My kids are in a glorious stage right now. And by right now, I mean, RIGHT NOW – i.e., this very afternoon. What they will be like in 48 hours, I cannot say. But RIGHT NOW, they are playing easily together, making up silly stories and songs, spinning like dervishes in the living room in their princess dresses. Piper is building contraptions and perfecting her cartwheel. Molly is giving her animals their baths and pretending to be a sleeping bird in a nest. Daughter No. 1 just bit off a chunk of her one single jellybean to share with No. 2 without being asked (okay, it wasn’t exactly an even split, but still).

I’m filled with pride and glee. But at the same time, there’s a voice in the back of my head that says, “When will my other children turn up? And what are they plotting while I’m distracted by these adorable, giggling, jellybean-sharing imps?”

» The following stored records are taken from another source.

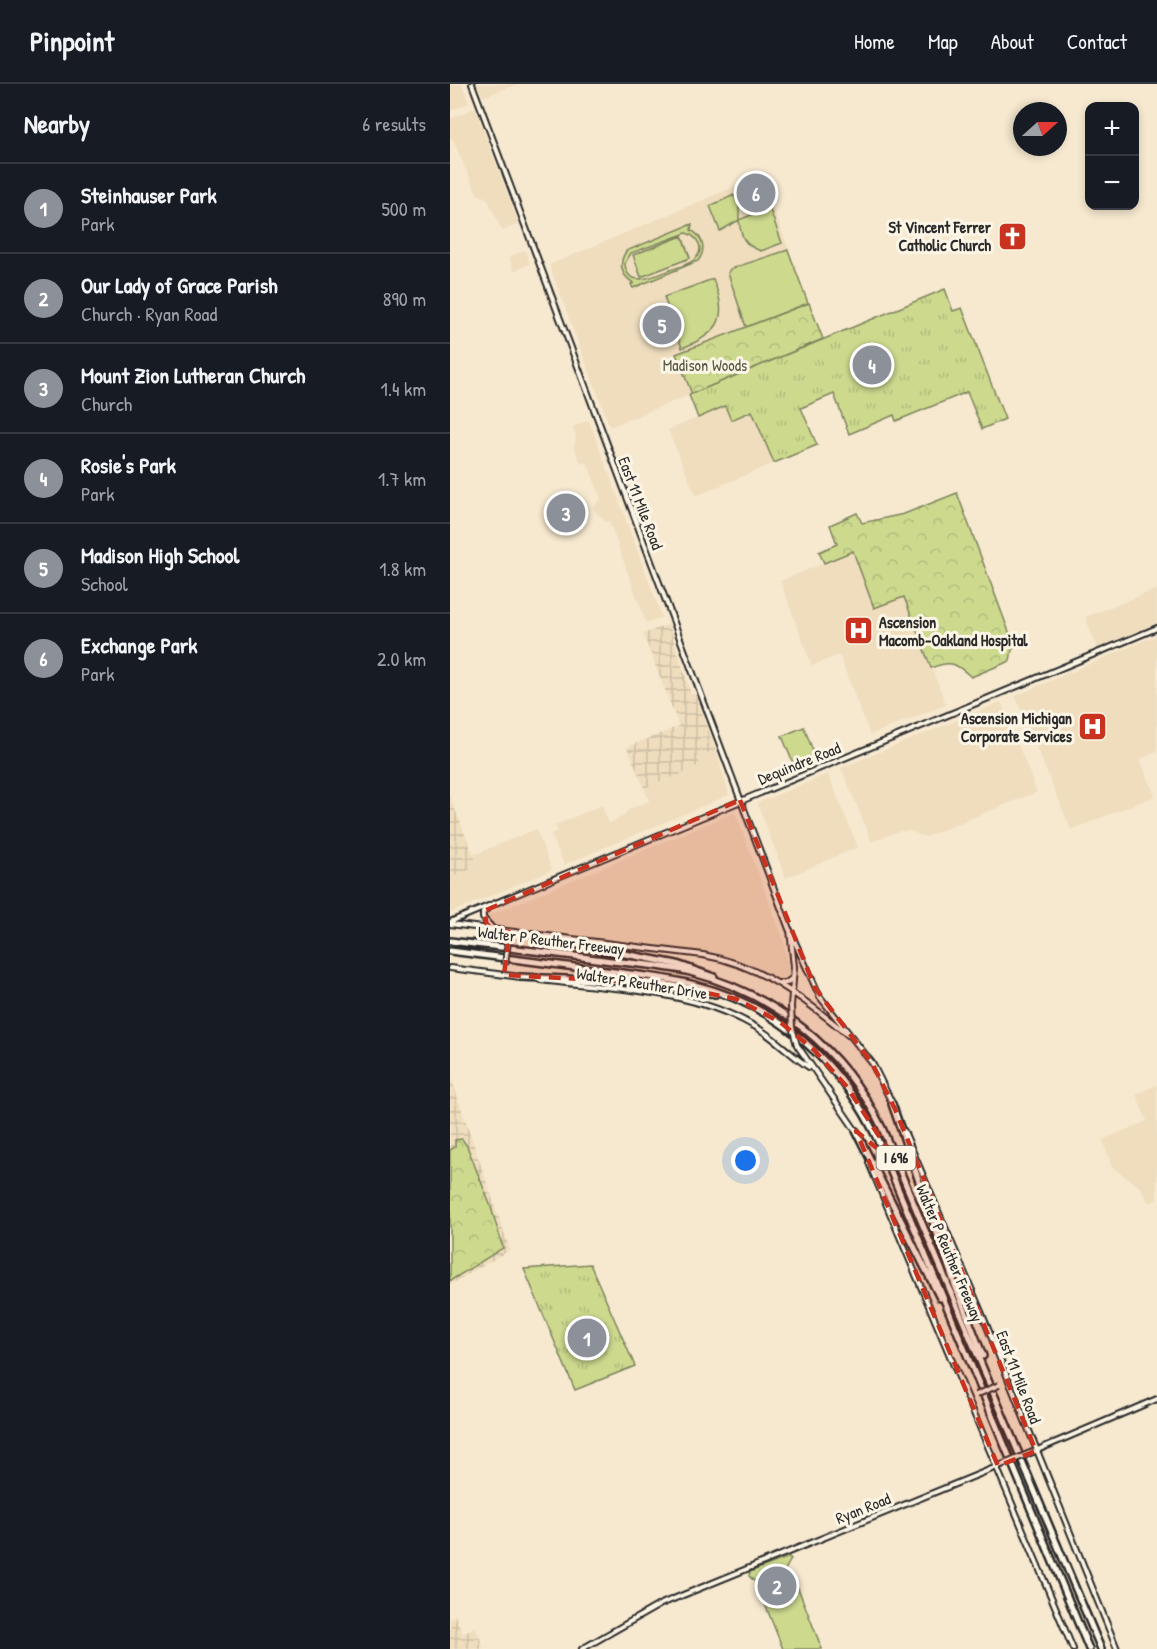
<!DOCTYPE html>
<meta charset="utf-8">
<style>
body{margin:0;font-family:"Patrick Hand",sans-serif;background:#20242c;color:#f1f3f6}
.controls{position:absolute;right:18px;top:18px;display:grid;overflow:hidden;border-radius:12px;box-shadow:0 3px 9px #0003}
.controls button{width:54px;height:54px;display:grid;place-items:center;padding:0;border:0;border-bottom:2px solid #363941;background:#171b24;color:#f1f3f6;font:30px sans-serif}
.compass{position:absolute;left:563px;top:18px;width:54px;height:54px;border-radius:50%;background:#171b24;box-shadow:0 3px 9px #0003;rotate:69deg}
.you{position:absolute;left:296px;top:1077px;width:21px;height:21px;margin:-15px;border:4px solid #fff;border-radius:50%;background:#1a73e8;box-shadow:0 0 0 9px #1a73e833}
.badge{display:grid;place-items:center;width:39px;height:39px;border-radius:50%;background:#8c9099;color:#fff;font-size:20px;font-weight:700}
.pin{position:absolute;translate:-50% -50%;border:3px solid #fff;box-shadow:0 2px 6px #0006}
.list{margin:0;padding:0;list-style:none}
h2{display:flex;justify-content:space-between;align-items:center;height:78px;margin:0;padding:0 24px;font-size:26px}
h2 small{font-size:20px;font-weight:400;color:#9ea1a6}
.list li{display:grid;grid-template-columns:39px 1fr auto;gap:18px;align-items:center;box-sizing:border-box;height:90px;padding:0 24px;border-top:2px solid #363941}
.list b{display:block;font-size:22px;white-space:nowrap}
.list p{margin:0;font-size:20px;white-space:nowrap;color:#9ea1a6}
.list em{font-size:20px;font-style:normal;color:#9ea1a6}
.map{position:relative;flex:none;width:707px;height:1565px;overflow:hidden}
header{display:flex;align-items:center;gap:36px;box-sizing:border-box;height:84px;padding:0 30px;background:#171b24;border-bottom:2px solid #363941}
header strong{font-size:28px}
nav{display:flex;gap:33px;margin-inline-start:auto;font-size:21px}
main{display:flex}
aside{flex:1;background:#171b24}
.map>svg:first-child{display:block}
.built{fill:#efddbe}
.industrial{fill:url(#industrial-grid)}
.grass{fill:#cdda8e;stroke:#7c825c;stroke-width:1.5;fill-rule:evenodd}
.forest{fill:url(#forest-crowns);stroke:#7c825c;stroke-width:1.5}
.park{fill:url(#park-tufts);stroke:#7c825c;stroke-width:1.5}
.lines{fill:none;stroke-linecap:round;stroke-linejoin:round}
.secondary-casing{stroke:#2b2b2b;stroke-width:8}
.highway-casing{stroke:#2b2b2b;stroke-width:10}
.secondary{stroke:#fcf5e5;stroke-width:4}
.highway{stroke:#fcf5e5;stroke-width:5}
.secondary-bridge-casing{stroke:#2b2b2b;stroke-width:8;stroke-linecap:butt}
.secondary-bridge{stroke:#fcf5e5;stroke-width:4}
.marked{fill:#c8321e;fill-opacity:0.2;stroke:#c8321e;stroke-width:4.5;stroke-dasharray:12 8;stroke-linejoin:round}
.labels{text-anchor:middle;stroke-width:6;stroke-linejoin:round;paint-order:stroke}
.shield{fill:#fcf5e5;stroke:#6a6863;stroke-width:1.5}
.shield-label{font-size:15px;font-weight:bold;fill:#2b2b2b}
.poi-label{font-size:16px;font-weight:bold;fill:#2b2b2b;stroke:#fcf5e5;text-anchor:end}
.park-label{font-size:16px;fill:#545744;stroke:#fcf5e5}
.street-label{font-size:16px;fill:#2b2b2b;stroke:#fcf5e5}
</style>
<header>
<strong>Pinpoint</strong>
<nav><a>Home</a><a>Map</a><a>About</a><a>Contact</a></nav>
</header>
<main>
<aside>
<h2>Nearby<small>6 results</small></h2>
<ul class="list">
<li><span class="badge">1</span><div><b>Steinhauser Park</b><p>Park</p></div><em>500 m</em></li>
<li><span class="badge">2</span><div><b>Our Lady of Grace Parish</b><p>Church · Ryan Road</p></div><em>890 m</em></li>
<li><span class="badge">3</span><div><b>Mount Zion Lutheran Church</b><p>Church</p></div><em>1.4 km</em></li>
<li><span class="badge">4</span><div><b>Rosie's Park</b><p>Park</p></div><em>1.7 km</em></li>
<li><span class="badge">5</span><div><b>Madison High School</b><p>School</p></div><em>1.8 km</em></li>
<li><span class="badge">6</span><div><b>Exchange Park</b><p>Park</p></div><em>2.0 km</em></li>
</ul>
</aside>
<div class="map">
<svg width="707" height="1565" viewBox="0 0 707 1565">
<defs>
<pattern id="industrial-grid" width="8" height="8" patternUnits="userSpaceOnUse" patternTransform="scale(1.5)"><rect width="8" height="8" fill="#efddbe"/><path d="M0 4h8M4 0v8" fill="none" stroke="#cdbea3"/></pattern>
<pattern id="forest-crowns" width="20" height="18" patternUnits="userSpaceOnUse" patternTransform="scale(1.5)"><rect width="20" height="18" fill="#cdda8e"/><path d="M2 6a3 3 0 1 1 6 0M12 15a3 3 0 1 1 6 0" fill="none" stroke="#b0bb7b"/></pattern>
<pattern id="park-tufts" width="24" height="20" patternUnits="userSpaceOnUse" patternTransform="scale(1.5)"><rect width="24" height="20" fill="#cdda8e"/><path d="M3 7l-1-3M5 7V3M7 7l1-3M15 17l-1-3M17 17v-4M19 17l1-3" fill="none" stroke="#b0bb7b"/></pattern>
</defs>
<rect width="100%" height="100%" fill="#f7e9d0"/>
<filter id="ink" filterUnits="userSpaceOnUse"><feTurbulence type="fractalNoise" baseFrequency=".0167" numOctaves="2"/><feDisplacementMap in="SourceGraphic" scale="12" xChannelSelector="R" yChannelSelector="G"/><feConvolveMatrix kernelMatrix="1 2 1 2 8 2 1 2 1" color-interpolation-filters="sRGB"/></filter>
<g filter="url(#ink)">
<!-- built -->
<path class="built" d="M 0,0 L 12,0 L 19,19 L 0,27 Z
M 27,0 L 68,0 L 33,13 Z
M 25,24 L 69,140 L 52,147 L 37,114 L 27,110 L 2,54 L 0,54 L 0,35 Z
M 291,100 L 301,127 L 321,118 L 359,219 L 227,270 L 242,310 L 160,343 L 99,181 Z
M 75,166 L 80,180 L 64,187 L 59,173 Z
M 275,322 L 302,327 L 324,379 L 246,412 L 218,346 Z
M 139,336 L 212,533 L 196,539 L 159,437 L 156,438 L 142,424 L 151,415 L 137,378 L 131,380 L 124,363 L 126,351 L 122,343 Z
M 403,467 L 424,524 L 454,512 L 496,621 L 420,651 L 389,571 L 362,582 L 330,497 Z
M 707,505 L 707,539 L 647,564 L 635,533 Z
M 707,551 L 707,668 L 690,675 L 705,712 L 621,746 L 565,612 Z
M 551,618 L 587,708 L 475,753 L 460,747 L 449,747 L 422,758 L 391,684 Z
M 266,666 L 279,711 L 114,781 L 101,750 L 108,747 L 105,741 L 152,721 L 159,739 L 172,733 L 178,726 L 199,717 L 194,704 L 236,688 L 247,673 Z
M 378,690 L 408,763 L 336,794 L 307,719 Z
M 285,728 L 333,854 L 340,886 L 339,895 L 335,898 L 329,898 L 297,881 L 263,871 L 48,843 L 39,840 L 34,833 Z
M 86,745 L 102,786 L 0,829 L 0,794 L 28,782 L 23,771 Z
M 707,1001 L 707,1116 L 699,1119 L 691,1104 L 662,1083 L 652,1056 L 697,1037 L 686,1010 Z"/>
<!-- industrial -->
<path class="industrial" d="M 219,540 L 241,610 L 245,610 L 266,666 L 247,673 L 250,680 L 237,688 L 194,704 L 177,663 L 229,642 L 193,550 Z
M 0,713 L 28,782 L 0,794 Z
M 0,991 L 60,1166 L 0,1201 Z
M 5,1531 L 13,1550 L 25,1542 L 34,1565 L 0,1565 L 0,1534 Z"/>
<!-- grass -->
<path class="grass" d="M 284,111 L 289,123 L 289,136 L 316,125 L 320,126 L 332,159 L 311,167 C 294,161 291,154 289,136 L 270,147 L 260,122 Z
M 242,140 L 241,146 C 253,153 257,165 248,177 L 183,204 L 181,200 L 184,199 C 171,192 168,180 176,167 ZM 236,149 C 247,152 255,164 246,174 C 240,181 228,183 220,186 C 205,192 176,206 175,179 L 181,169 Z
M 232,152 L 240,174 L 191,193 L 183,171 Z
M 338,166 L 358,219 L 296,243 L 278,189 L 280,185 Z
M 263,195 C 279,233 271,249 232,264 L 214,213 Z
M 354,643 L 366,675 L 345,684 L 332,652 Z
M 339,1473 L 341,1475 L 334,1488 L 346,1499 L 372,1565 L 333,1565 L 307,1500 L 299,1492 L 300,1488 Z"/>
<!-- forest -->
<path class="forest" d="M 359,219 L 373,255 L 242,310 L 226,270 Z
M 507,409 L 565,564 L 562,565 L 560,577 L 521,593 C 506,579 501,576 481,584 L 454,513 L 424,524 L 403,467 L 374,479 L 369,468 L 387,460 L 380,441 L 407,429 L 412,439 L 454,430 Z
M 12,1055 L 17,1062 L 41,1123 L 53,1164 L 0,1197 L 0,1066 L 5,1063 L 5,1056 Z"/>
<!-- park -->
<path class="park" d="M 311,91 L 321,118 L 301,127 L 291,100 Z
M 495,205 L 503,227 L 512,224 L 555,335 L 532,345 L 517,308 L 446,337 L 444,331 L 399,350 L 384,310 L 351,324 L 367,361 L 324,379 L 302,327 L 281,336 L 275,322 L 248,334 L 239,311 Z
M 140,1180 L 185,1282 L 125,1306 L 74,1185 Z"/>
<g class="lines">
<defs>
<path id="secondary" d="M 22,0 L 339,845 L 370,913 L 422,979 L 443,1021
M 38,824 L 33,829 L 33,834 L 43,845
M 0,838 L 707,544
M 0,840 L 253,871 C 309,880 355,915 398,951
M 340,846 L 344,883 L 341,922
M 0,884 L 71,893
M 90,896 C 161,905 241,905 304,942 C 325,953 340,971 359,983
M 329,899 L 336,899 L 343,894
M 347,961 L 406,1047
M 454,1047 L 532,1230 L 667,1565
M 419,1079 L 623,1565
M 578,1370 L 707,1315
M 132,1565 L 211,1520 L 554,1380"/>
<path id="highway" d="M 82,850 L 92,854 L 227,880 L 264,893
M 0,857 C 51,863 103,869 154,876 C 183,880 212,881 240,888 C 325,910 394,965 432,1044 L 651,1565
M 0,867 C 47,873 94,879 141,885 C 175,890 211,892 245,901 C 329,922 394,981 429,1059 L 639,1565
M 70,893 L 208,899 L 265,910
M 442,1020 L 505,1201 L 533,1272
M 406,1047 L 490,1214"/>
</defs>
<!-- secondary casing -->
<use href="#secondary" class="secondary-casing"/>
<!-- highway casing -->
<use href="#highway" class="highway-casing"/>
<!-- secondary -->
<use href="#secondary" class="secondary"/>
<!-- highway -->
<use href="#highway" class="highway"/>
<defs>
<path id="secondary-bridge" d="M 55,881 L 58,857
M 341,922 L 342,943 L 347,961
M 526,1311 L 549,1301
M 554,1380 L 578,1370"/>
</defs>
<!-- secondary-bridge casing -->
<use href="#secondary-bridge" class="secondary-bridge-casing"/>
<!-- secondary-bridge -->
<use href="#secondary-bridge" class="secondary-bridge"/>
</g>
</g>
<!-- marked area -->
<path class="marked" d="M 290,716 L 365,904 L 422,979 L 445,1025 L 586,1367 L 548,1382 L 406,1047 L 434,1070 L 438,1066 L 397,1003 L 364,966 L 330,938 L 286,915 L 208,899 L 54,891 L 59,848 L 37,841 L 34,827 Z"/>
<!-- icons -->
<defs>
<symbol id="church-square" viewBox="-11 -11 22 22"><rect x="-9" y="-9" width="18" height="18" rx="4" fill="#c8321e" stroke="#fcf5e5"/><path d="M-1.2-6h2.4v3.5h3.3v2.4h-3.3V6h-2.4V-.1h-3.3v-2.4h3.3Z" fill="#fff"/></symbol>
<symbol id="hospital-square" viewBox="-11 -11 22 22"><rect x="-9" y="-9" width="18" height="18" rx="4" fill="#c8321e" stroke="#fcf5e5"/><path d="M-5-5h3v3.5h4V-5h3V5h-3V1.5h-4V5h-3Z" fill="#fff"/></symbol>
</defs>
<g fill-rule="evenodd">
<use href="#church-square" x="546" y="136" width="33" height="33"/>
<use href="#hospital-square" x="392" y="530" width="33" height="33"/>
<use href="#hospital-square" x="626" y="626" width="33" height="33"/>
</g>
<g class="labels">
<!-- shield labels -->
<rect class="shield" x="426.5" y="1062" width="39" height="24" rx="4.5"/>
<g class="shield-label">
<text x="446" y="1079">I 696</text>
</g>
<!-- poi labels -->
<g class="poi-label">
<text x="541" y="149">St Vincent Ferrer<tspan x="541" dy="18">Catholic Church</tspan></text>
<text x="429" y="544" text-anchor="start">Ascension<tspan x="429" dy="18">Macomb-Oakland Hospital</tspan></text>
<text x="622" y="640">Ascension Michigan<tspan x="622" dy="18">Corporate Services</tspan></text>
</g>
<!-- park labels -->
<g class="park-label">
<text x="255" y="287">Madison Woods</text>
</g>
<!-- street labels -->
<g class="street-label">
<text transform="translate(191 419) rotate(69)" y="6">East 11 Mile Road</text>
<text transform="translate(349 679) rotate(-22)" y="6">Dequindre Road</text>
<text transform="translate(101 856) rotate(7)" y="6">Walter P Reuther Freeway</text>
<text transform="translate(192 899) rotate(9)" y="6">Walter P Reuther Drive</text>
<text transform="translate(500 1169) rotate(67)" y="6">Walter P Reuther Freeway</text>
<text transform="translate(569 1293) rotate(69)" y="6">East 11 Mile Road</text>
<text transform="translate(413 1424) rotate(-22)" y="6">Ryan Road</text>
</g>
</g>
</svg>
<div class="controls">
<button>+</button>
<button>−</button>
</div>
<svg class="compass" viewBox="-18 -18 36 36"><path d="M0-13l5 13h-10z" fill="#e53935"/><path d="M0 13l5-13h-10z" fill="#9ea1a6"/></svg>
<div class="you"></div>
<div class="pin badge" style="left:137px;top:1254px">1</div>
<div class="pin badge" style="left:327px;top:1502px">2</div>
<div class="pin badge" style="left:116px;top:429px">3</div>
<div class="pin badge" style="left:422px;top:281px">4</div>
<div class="pin badge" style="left:212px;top:241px">5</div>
<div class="pin badge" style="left:306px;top:109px">6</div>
</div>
</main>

One of the first life lessons of parenthood is that everything – everything – is a stage. This is the mantra we all repeat to ourselves after the little people are in bed at night, when we pour a drink, pray for endurance, and place our hopeful bets that this will be the last week of the backtalk/bedwetting/biting/waking at dawn/throwing food/lying/refusing to eat/hitting/whining/crying every time you leave stage.

Whatever the biggest current problem is, we are soothed by the idea that it simply cannot last forever. We will soldier through it. Whether we’re just a few weeks or many years into parenthood, we all know the indisputable truth of this too shall pass. How quickly is another story; some stages last days or weeks, others a year or more. Still, you can hold on to this knowledge like a lifeline when you hit the darkest patches, understanding that you will come out on the other side, where this particularly vexing issue is a memory (and another unexpected one has popped up in its place).

The problem, then, with this whole theory is that if the particularly unpleasant stages are temporary, then the particularly lovely ones are, too. Sure, you can be blessed with a stretch of unbelievably good sleeping, good eating, and good behavior and be tempted to think, “Wahoo! This is my new reality!” You knock on wood and pray for it to last – well, forever. But is it fair to expect small kids to cycle through the challenging stages and not to cycle also through the smooth ones? Unfortunately, no. All you can do is praise and encourage the good stuff you see, and hope – as all parents do – that the easy stages will get longer and longer, and the hard ones will get shorter and shorter. At least until they hit puberty, when I understand that all bets are off.

And in the meantime? Don’t miss those wonderful stages, and don’t take them for granted by thinking they will stretch out indefinitely. Revel in them. Drink them in. Try your best to imprint them into your brain to get you though whatever challenge is coming around the bend. Remember that stages are normal and that kids have to move through them to get to the next place, leaving their previous selves in the rearview mirror and showing you some new talent, skill, or development that you didn’t even know they were working on. It’s a bumpy road, but an exciting one.

I would love to hear what stage you are in, and how you are coping with it. In the meantime, I’ll be in the living room, dancing around in circles with my perfect children.